The more of Ohio I explore, the more coneheads I get to know. As one goes west or southwest of Cleveland, Nebraska Coneheads (Neoconocephalus nebrascensis) become very common in open areas. They occasionally show up farther northeast, but I rarely hear them east of Cleveland.

Nebraska Coneheads are delightfully obnoxious. Their songs are loud and very easy to identify. It just gets a little…well… tedious after a while. I think it’s due to the rhythmic repetition combined with the abrasive tone quality (and, of course, the fact that it’s loud). Here’s a recording and sonogram:

When I record other singing insects in Nebraska Conehead country, I can always hear them in the background.  Listen to this recording of Common True Katydids on Kelleys Island in western Lake Erie: can you hear the Nebraska Coneheads in the background? 

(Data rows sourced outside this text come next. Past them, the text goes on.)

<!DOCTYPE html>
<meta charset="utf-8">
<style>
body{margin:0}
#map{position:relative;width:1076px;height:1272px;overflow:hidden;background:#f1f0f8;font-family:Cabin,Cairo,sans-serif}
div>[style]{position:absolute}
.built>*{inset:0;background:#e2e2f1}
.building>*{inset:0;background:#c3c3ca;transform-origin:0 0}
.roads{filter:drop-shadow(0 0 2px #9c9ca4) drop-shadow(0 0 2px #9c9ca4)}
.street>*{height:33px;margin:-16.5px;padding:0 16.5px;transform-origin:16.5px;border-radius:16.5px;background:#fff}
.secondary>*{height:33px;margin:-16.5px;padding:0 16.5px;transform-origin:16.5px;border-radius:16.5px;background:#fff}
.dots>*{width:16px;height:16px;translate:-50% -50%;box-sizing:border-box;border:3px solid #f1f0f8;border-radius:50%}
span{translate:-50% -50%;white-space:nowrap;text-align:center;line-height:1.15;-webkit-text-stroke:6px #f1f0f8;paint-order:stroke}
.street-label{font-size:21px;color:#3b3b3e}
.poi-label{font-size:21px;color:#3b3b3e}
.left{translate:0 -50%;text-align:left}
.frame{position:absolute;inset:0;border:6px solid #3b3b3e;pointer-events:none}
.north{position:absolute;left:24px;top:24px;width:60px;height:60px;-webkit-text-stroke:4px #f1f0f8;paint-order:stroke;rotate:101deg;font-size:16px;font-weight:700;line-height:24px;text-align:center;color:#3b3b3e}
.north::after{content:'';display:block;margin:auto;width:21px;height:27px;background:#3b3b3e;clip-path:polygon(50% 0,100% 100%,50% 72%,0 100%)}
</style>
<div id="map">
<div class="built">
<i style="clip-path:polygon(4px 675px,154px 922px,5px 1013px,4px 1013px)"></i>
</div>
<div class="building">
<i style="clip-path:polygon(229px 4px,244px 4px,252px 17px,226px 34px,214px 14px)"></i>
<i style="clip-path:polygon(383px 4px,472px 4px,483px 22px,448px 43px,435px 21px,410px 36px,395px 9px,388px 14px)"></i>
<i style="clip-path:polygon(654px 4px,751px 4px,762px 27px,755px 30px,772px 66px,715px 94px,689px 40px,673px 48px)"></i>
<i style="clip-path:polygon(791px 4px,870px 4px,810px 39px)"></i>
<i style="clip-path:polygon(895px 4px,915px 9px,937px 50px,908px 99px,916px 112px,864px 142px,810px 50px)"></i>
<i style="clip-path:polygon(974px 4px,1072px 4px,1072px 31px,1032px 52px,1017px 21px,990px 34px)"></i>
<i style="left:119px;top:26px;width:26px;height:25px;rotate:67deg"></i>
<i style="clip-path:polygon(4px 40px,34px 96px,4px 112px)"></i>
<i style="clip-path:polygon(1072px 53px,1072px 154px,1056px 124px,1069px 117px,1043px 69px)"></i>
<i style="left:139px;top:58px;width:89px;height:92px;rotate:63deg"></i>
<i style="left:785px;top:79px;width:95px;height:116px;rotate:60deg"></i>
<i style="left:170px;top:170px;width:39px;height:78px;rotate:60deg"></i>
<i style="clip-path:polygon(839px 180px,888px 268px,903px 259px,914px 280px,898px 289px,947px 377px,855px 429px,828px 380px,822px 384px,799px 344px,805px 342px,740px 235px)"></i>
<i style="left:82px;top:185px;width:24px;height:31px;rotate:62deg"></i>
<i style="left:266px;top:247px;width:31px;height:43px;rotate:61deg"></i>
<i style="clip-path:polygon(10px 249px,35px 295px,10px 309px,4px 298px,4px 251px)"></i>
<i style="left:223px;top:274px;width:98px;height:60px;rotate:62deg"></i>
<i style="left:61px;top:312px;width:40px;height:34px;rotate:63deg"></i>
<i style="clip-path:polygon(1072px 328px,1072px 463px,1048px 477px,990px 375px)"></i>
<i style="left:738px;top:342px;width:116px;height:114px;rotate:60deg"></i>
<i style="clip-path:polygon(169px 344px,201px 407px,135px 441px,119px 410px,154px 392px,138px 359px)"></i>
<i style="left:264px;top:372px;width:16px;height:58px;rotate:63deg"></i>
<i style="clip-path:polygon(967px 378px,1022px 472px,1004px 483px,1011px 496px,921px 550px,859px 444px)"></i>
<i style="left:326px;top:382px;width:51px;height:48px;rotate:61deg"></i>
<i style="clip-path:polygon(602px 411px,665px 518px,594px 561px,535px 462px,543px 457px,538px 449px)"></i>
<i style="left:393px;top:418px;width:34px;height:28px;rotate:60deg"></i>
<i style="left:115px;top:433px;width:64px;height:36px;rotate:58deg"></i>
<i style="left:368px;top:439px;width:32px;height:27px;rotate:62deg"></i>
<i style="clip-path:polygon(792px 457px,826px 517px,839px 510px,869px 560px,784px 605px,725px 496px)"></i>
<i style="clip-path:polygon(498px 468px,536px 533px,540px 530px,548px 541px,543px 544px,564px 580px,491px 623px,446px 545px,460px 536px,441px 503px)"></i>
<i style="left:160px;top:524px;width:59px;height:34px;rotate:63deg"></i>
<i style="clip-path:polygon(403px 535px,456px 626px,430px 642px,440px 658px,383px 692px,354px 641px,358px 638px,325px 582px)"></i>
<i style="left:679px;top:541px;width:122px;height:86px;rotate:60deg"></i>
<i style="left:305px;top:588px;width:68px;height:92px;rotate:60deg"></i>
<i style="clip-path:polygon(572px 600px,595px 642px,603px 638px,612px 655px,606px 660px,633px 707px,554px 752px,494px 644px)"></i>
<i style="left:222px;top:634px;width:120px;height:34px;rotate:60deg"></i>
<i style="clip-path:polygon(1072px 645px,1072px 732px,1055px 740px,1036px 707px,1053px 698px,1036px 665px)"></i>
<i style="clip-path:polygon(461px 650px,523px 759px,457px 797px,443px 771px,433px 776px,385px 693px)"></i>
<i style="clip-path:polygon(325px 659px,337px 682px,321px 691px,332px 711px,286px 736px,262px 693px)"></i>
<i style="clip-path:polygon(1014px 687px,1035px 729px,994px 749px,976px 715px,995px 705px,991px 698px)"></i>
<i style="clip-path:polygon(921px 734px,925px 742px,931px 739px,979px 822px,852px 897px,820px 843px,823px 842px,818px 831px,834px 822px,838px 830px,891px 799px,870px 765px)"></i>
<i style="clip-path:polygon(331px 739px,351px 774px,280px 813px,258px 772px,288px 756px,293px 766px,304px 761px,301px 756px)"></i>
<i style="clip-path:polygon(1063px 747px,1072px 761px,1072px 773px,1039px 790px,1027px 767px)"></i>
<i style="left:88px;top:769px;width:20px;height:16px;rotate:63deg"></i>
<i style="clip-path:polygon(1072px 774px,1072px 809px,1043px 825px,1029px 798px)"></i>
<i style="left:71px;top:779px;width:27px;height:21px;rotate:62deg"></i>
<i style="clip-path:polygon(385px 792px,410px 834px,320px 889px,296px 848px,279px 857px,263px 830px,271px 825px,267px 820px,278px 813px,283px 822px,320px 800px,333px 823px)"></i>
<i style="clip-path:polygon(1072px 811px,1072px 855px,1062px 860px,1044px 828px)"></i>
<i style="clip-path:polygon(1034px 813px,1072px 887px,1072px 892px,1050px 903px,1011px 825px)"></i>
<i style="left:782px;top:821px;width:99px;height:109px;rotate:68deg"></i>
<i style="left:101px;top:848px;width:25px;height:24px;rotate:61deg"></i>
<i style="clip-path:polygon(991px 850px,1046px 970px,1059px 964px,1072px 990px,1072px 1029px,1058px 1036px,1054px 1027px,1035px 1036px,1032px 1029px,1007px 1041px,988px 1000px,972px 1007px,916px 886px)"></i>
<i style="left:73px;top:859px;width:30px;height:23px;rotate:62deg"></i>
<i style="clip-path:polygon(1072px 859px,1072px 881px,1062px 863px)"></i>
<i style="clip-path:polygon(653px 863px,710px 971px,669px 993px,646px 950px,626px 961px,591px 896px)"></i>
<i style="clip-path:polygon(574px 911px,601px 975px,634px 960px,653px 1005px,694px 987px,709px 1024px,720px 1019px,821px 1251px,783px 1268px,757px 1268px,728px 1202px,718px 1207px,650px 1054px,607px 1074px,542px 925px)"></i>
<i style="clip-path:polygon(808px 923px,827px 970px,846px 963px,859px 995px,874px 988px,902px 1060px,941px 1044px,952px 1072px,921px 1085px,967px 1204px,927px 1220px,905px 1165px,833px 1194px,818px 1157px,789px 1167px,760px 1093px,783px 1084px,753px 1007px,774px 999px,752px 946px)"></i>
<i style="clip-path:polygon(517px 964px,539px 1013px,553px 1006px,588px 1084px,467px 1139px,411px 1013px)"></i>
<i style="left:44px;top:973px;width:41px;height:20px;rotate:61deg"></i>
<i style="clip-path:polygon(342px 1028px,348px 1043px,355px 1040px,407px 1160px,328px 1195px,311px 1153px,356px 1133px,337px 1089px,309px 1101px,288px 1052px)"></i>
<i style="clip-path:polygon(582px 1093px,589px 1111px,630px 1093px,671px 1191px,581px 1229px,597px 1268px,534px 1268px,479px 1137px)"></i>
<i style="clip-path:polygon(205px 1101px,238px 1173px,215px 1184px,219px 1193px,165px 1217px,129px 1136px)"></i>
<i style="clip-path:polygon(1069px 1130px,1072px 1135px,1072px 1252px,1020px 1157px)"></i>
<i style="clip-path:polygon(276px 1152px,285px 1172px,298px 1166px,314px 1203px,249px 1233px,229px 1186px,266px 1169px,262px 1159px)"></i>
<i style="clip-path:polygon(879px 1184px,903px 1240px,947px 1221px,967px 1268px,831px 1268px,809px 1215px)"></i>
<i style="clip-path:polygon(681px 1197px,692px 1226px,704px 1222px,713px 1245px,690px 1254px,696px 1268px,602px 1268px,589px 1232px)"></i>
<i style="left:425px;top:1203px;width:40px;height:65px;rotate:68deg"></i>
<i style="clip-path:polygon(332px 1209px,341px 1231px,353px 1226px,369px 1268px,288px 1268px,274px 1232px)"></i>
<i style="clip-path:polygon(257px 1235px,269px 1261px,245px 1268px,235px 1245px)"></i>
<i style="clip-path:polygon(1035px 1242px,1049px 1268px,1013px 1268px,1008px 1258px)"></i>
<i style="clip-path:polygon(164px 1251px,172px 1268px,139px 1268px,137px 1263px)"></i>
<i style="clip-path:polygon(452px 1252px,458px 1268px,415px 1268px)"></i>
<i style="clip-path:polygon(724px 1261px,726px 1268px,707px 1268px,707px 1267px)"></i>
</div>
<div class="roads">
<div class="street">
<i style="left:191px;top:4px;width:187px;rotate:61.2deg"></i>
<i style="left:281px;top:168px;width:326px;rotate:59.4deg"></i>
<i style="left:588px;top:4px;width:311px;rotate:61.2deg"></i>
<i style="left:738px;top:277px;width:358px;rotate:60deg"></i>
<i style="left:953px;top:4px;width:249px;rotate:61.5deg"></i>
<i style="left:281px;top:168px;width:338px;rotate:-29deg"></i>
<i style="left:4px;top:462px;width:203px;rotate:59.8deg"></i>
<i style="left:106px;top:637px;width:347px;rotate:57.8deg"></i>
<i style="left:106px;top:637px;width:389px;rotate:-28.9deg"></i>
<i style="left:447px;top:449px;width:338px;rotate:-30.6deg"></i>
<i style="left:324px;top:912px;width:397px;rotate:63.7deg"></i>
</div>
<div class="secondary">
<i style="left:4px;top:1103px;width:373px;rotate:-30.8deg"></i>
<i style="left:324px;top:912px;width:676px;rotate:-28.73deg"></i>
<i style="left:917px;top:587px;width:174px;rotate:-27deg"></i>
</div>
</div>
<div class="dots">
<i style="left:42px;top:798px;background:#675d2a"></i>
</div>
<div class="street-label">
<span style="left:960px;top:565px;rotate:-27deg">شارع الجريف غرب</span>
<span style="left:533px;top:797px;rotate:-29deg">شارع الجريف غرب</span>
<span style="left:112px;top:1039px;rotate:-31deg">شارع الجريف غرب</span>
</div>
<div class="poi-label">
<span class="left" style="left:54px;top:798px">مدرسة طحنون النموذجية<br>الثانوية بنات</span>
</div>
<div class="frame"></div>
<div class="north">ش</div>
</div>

The Nebraska Coneheads almost completely wiped out the Confused Ground Crickets I attempted to record. 

All conehead species can be green or brown (though to date, I have never seen a brown Sword-bearing Conehead). I’ve wondered about those brown coneheads. Conehead nymphs are green, like this adorable little one:

I recently found some fascinating and very helpful information on the Singing Insects of North America (SINA) web site under “Coneheaded Katydids.” I read that “…all early juveniles of Neoconocephalus and Belocephalus are green, a few become brown during molts to late juvenile instars, and the majority of those that become brown adults change during the final molt.” 

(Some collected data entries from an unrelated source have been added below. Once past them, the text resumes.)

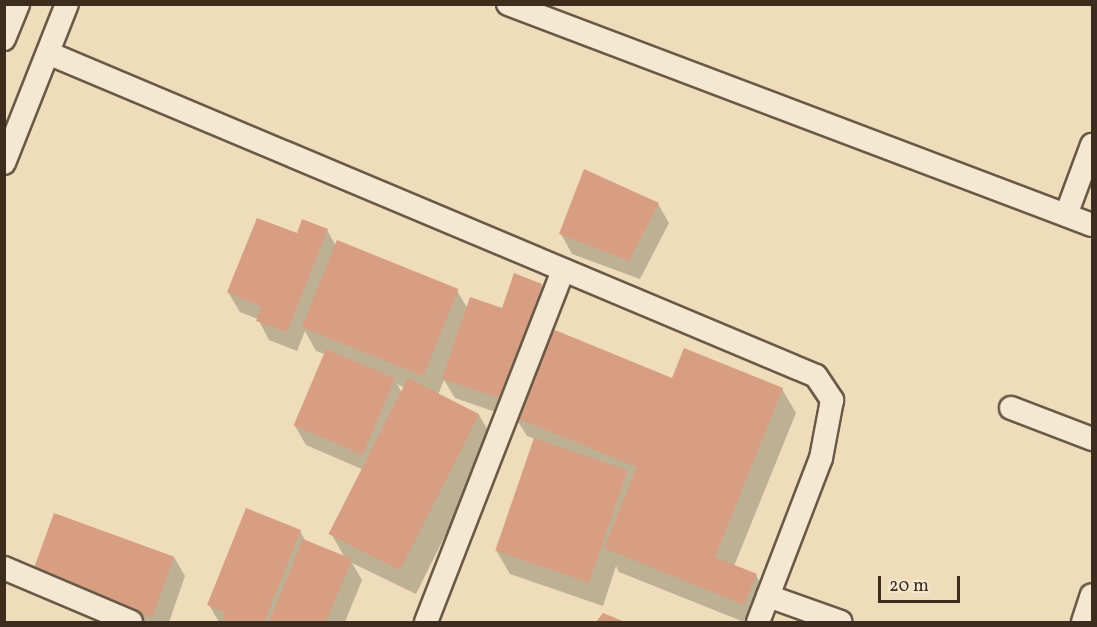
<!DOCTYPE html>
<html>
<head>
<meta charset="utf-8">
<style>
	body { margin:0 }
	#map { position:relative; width:1097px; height:627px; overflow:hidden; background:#eedcbb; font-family:Vollkorn,serif }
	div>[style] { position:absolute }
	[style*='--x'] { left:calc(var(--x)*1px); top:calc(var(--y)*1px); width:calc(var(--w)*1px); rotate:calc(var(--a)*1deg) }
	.shadow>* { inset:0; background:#0003 }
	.building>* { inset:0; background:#d89e82; transform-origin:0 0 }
	.roads { filter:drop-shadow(2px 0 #6a5946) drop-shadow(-2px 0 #6a5946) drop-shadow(0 2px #6a5946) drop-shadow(0 -2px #6a5946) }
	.minor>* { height:22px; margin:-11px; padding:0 11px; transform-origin:11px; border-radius:11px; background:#f4e8d3 }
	span { translate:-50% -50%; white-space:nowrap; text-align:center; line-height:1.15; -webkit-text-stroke:4.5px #f4e8d3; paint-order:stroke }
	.frame { position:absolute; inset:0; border:6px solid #3e2d1f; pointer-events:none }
	.scale { position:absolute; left:878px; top:576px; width:82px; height:27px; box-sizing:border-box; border:3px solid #3e2d1f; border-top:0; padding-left:8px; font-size:18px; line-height:21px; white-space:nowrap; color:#3e2d1f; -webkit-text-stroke:4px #f4e8d3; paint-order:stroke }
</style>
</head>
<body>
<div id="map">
	<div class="shadow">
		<div style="clip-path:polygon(658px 204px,669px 223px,640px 279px,572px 254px,561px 234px)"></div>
		<div style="clip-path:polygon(evenodd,327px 230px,336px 246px,457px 291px,468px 309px,503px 310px,541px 285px,553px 304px,519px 402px,673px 380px,782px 389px,796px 413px,734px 566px,756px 575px,769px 599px,760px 622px,744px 622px,619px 572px,616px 566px,603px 606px,510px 574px,496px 550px,535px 439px,527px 436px,514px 415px,513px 418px,455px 398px,444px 380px,438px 395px,479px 415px,493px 439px,416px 594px,352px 563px,362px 580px,345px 622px,219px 622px,209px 605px,300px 531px,306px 542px,345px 558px,332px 535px,364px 470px,306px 445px,295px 426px,325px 354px,316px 351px,305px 331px,297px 351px,269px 340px,258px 319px,240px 312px,228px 292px,297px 235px,327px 230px,397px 384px,405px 388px,402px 393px,397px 384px)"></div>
		<div style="clip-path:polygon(174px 557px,185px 576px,169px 622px,129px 622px,45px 594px)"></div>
	</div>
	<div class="building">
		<div style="clip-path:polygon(584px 169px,659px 203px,629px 261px,559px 234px)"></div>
		<div style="clip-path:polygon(257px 218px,297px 233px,302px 219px,328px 229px,287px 332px,256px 321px,262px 307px,227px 292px)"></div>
		<div style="left:337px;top:240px;width:131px;height:94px;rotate:22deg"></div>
		<div style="clip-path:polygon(514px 273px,542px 284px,502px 399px,442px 379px,470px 297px,502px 308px)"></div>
		<div style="clip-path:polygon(550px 328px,672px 378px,684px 348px,783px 388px,715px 557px,757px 574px,744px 605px,604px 548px,637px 467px,514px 417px)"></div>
		<div style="left:326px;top:349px;width:75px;height:83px;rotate:23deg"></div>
		<div style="left:408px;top:378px;width:80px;height:175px;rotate:27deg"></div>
		<div style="left:534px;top:438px;width:99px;height:119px;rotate:19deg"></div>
		<div style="clip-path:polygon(246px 508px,301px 530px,264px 622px,232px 622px,223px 619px,225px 612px,207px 605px)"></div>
		<div style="left:54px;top:513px;width:128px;height:65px;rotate:20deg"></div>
		<div style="clip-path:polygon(303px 539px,352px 559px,326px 622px,269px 622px)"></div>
		<div style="clip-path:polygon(603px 613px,625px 622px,596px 622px)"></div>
	</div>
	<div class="roads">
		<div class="minor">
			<div style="--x:508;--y:4;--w:624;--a:20.73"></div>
			<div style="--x:4;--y:39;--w:38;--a:-68"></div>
			<div style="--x:48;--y:53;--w:833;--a:22.81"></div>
			<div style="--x:816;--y:376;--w:29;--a:56"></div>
			<div style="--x:832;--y:400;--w:59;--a:100.7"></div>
			<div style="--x:821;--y:458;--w:176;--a:111"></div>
			<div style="--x:4;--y:163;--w:171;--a:-68.4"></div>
			<div style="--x:1066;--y:215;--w:75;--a:-69.6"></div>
			<div style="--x:1011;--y:408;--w:87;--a:20.9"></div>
			<div style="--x:4;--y:568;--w:138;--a:23"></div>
			<div style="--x:768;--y:596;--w:77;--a:19.6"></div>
			<div style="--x:426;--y:622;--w:377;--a:-68.7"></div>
			<div style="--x:1083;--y:622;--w:28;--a:-72"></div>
		</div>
	</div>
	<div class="frame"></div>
	<div class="scale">20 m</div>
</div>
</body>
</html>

So a green nymph can molt into a green OR a brown adult! Only once have I seen a brown late juvenile nymph, and here he is:

And why are there two color possibilities?

Their habitats are typically a mix of brown and green. Later in the season, there’s much more brown than green in their habitats and the brown ones blend beautifully. Look at this brown Round-tipped Conehead:

According to SINA, a predator who captures a green conehead will likely continue searching for green ones. A brown one may be overlooked as a result. It’s difficult to search for two different colors at the same time, and I can testify that it takes a lot of effort. They’re hard enough to spot even when they're all green!

I’ve seen both green and brown Nebraska Coneheads now, and I’ve probably found more brown Round-tipped Coneheads than green ones. In fact, I've even had both colors within a few feet of each other!

And now, there’s this one.

I thought it might be a Robust Conehead (Neoconocephalus robustus), but no. It’s a False Robust Conehead (Neoconocephalus bivocatus).

I first encountered this species up in the northland of Geauga County. My friend and conehead collaborator Linda Gilbert had discovered this species singing along a fence line at the edge of a corn field not far from her home.
She thought it was a Robust Conehead, as did I. (The False Robust Conehead isn’t on the range map for this far north in Ohio.) Here's one of Linda's photos:

When I heard multiple coneheads singing a similar song at Buzzard’s Roost Nature Preserve near Chillicothe, OH, I again thought, “Robust Conehead?” 

And again, it was the False Robust Conehead – but in brown concert attire this time.

Multiple conehead species, different color forms…but they’re all show stoppers when people see them for the first time!